== ENTRIES SUPPLIED
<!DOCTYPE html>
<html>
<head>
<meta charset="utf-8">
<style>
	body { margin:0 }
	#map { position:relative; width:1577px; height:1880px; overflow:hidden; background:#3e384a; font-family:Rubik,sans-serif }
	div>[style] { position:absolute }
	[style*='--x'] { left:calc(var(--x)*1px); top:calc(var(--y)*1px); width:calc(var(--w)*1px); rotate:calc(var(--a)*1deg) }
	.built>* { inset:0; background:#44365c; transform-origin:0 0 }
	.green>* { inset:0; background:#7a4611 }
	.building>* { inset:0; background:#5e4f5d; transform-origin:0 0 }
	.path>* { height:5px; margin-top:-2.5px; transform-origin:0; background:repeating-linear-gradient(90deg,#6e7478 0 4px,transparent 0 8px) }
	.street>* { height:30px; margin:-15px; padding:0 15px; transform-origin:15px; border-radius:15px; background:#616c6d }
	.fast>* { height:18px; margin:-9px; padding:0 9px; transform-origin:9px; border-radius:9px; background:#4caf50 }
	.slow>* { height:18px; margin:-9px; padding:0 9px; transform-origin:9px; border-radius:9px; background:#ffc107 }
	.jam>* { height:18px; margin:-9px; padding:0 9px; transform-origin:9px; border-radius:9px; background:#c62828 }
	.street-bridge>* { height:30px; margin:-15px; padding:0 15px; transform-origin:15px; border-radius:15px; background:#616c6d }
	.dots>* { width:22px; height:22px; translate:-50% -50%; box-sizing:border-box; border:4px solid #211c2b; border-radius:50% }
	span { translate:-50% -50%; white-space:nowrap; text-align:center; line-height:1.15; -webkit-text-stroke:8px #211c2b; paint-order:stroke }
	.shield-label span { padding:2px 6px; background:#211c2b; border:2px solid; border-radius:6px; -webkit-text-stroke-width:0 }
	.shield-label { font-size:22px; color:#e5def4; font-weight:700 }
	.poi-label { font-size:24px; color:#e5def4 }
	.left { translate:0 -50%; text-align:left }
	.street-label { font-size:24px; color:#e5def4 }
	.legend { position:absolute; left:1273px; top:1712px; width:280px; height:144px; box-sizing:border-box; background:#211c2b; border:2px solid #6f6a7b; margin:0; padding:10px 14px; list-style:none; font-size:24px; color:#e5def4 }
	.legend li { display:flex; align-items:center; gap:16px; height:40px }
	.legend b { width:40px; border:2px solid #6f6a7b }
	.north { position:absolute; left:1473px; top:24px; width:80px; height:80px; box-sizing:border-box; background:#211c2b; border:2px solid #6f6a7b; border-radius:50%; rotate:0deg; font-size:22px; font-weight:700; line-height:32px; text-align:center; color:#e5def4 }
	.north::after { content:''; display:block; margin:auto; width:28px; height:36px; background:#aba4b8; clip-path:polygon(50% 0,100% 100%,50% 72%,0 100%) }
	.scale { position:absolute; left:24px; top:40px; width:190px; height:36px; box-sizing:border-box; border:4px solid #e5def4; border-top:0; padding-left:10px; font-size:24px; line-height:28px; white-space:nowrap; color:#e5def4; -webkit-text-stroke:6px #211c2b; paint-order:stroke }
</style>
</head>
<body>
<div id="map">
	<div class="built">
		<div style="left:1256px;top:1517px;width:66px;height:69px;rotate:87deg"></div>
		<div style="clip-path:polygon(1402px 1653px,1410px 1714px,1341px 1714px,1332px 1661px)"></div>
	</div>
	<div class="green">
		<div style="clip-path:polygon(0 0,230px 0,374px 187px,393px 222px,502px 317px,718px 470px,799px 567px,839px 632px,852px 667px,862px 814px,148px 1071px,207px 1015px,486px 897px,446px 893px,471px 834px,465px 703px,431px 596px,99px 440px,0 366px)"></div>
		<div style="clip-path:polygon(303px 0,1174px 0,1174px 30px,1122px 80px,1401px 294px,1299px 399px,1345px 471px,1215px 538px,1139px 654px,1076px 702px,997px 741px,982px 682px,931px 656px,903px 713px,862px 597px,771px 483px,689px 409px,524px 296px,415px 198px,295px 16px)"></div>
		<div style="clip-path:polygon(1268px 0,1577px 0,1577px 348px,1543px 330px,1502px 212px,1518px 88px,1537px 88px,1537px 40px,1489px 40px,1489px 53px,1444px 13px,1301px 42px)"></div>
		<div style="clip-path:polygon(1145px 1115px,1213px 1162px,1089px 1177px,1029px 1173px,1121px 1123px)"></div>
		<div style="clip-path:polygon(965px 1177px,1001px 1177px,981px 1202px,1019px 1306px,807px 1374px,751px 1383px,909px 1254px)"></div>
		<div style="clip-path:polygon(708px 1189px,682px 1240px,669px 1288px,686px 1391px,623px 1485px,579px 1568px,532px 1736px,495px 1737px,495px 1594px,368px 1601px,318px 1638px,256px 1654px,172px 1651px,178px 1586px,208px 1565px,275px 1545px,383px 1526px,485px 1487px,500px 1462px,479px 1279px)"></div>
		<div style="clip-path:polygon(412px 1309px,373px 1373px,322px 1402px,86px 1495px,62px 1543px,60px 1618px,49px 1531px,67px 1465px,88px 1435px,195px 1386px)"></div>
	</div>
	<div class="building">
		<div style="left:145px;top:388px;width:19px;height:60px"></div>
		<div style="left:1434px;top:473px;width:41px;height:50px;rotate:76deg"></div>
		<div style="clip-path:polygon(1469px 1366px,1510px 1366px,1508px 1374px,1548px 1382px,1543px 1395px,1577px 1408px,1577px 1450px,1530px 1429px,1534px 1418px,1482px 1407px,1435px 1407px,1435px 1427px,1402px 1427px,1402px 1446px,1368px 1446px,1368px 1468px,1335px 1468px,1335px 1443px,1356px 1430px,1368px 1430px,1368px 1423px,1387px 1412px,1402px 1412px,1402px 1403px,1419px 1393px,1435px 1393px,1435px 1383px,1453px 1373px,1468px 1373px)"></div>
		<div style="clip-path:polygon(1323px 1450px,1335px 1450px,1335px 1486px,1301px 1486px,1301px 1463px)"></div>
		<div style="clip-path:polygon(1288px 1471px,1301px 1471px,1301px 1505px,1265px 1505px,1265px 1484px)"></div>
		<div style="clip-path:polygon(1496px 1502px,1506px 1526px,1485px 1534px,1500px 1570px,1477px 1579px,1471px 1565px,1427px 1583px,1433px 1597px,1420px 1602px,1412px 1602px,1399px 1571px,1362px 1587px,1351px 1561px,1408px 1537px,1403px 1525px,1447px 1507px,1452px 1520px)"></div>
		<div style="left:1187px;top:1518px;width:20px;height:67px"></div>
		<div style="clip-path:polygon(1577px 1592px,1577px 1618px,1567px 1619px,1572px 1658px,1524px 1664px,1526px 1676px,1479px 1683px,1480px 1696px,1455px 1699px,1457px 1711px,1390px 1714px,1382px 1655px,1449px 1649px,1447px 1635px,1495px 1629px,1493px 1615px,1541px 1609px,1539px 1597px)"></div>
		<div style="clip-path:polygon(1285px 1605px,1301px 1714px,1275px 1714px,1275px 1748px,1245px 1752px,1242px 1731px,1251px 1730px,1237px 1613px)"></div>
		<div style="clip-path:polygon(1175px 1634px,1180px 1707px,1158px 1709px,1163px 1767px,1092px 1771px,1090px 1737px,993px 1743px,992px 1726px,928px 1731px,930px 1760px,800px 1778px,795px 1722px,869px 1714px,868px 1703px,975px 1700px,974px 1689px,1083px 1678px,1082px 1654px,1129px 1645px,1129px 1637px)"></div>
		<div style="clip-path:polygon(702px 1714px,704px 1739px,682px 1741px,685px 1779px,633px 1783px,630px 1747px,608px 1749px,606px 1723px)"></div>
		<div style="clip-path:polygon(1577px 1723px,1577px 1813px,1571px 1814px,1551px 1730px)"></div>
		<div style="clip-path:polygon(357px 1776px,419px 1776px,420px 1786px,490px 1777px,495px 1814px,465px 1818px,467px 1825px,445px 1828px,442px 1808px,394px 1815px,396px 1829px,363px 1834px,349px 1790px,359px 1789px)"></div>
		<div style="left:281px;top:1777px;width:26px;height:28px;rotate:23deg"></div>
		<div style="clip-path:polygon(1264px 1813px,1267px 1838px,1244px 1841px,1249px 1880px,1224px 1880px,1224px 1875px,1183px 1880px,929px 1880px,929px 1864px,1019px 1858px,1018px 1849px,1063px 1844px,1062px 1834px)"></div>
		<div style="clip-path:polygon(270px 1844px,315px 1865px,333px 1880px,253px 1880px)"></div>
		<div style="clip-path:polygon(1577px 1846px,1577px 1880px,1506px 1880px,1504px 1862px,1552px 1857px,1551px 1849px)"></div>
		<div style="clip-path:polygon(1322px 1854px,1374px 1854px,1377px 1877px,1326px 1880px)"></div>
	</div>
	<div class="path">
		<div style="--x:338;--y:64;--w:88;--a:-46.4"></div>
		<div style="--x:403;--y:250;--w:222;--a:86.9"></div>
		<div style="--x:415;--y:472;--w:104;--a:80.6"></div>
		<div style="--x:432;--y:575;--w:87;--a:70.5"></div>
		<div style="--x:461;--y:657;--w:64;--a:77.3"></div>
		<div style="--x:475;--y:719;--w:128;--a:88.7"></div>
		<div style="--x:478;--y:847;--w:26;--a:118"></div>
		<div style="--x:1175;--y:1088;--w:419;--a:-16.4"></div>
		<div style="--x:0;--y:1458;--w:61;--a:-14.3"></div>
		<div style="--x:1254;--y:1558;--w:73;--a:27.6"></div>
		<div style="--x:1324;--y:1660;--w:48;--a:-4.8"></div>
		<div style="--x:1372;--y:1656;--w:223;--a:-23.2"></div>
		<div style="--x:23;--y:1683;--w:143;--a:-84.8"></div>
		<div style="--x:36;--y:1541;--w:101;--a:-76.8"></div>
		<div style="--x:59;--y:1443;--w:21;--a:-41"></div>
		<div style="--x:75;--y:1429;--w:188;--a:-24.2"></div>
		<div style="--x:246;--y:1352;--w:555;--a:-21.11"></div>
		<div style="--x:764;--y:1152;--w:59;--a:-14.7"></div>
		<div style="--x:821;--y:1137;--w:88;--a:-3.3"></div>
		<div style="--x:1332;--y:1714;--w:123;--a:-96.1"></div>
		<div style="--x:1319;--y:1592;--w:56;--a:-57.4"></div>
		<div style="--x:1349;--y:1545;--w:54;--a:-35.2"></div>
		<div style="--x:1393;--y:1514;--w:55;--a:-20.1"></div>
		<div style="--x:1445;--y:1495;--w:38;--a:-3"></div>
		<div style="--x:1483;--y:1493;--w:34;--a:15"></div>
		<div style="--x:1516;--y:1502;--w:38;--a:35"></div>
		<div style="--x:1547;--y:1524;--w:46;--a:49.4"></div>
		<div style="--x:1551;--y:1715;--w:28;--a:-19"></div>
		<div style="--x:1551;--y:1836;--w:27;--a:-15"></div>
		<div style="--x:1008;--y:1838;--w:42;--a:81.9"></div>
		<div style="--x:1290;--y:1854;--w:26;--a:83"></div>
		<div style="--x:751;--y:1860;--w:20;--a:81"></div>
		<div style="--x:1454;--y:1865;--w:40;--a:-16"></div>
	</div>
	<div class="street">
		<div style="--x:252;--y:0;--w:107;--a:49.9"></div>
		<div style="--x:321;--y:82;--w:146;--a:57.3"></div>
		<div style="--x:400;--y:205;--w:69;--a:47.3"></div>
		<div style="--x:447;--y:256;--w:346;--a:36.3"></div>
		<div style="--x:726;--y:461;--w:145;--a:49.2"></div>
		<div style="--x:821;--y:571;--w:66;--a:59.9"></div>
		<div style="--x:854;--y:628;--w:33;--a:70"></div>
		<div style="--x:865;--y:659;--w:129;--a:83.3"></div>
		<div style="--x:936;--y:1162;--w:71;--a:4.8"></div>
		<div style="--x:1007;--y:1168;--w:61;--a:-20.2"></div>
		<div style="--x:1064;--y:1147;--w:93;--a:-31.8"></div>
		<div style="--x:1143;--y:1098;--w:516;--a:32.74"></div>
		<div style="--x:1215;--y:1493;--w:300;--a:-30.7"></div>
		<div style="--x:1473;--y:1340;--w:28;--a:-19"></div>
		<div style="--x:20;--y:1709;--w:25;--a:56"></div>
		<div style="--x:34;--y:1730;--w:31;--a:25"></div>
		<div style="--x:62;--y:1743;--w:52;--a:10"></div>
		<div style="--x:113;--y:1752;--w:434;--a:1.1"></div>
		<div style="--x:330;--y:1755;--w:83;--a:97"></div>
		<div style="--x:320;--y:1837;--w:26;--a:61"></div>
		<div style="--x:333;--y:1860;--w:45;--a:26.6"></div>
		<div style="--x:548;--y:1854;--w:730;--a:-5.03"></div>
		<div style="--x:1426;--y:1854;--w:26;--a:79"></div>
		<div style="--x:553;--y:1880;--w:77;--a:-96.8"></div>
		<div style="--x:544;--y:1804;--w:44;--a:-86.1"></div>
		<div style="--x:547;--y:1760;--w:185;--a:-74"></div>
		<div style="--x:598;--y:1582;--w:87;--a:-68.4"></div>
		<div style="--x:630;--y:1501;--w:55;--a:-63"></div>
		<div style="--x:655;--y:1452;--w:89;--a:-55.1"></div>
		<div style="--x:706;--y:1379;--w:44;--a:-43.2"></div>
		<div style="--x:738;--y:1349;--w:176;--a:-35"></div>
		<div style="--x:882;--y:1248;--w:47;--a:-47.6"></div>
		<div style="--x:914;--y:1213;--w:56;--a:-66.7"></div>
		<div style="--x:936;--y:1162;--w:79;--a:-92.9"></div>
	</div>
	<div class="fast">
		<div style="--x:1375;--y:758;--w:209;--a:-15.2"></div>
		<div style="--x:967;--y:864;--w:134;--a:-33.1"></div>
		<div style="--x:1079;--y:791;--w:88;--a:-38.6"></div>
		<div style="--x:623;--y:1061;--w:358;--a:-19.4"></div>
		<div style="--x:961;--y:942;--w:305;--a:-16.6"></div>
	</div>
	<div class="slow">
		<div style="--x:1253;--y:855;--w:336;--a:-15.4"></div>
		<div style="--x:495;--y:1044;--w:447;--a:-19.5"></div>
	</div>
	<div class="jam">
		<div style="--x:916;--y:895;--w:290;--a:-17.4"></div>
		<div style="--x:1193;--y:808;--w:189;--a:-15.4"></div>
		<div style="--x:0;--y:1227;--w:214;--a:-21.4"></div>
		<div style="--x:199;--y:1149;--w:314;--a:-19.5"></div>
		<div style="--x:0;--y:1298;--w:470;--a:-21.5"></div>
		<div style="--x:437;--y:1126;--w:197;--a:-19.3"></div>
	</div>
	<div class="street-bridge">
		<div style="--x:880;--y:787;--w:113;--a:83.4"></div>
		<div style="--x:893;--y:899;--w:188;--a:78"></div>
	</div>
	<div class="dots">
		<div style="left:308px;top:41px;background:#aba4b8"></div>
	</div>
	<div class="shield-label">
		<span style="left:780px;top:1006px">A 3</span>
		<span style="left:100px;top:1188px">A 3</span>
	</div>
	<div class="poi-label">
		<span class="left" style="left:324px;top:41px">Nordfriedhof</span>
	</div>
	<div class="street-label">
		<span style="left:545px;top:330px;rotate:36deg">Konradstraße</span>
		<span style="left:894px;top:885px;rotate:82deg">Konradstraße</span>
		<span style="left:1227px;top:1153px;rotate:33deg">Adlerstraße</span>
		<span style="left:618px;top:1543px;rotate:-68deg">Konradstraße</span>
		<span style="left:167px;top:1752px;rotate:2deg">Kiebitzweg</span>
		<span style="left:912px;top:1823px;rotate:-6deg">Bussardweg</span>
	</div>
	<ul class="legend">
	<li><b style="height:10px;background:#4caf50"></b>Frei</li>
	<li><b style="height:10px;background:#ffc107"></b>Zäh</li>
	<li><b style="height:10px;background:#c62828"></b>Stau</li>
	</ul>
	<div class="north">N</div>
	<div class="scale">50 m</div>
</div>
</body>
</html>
====
PROBLEM TO SOLVE: Working from the records above, write out verbatim only the lines from the line containing "position:relative; width:1577px; height:1880px;" through the line containing "height:5px; margin-top:-2.5px; transform-origin:0;".

EXPECTED OUTPUT:
	#map { position:relative; width:1577px; height:1880px; overflow:hidden; background:#3e384a; font-family:Rubik,sans-serif }
	div>[style] { position:absolute }
	[style*='--x'] { left:calc(var(--x)*1px); top:calc(var(--y)*1px); width:calc(var(--w)*1px); rotate:calc(var(--a)*1deg) }
	.built>* { inset:0; background:#44365c; transform-origin:0 0 }
	.green>* { inset:0; background:#7a4611 }
	.building>* { inset:0; background:#5e4f5d; transform-origin:0 0 }
	.path>* { height:5px; margin-top:-2.5px; transform-origin:0; background:repeating-linear-gradient(90deg,#6e7478 0 4px,transparent 0 8px) }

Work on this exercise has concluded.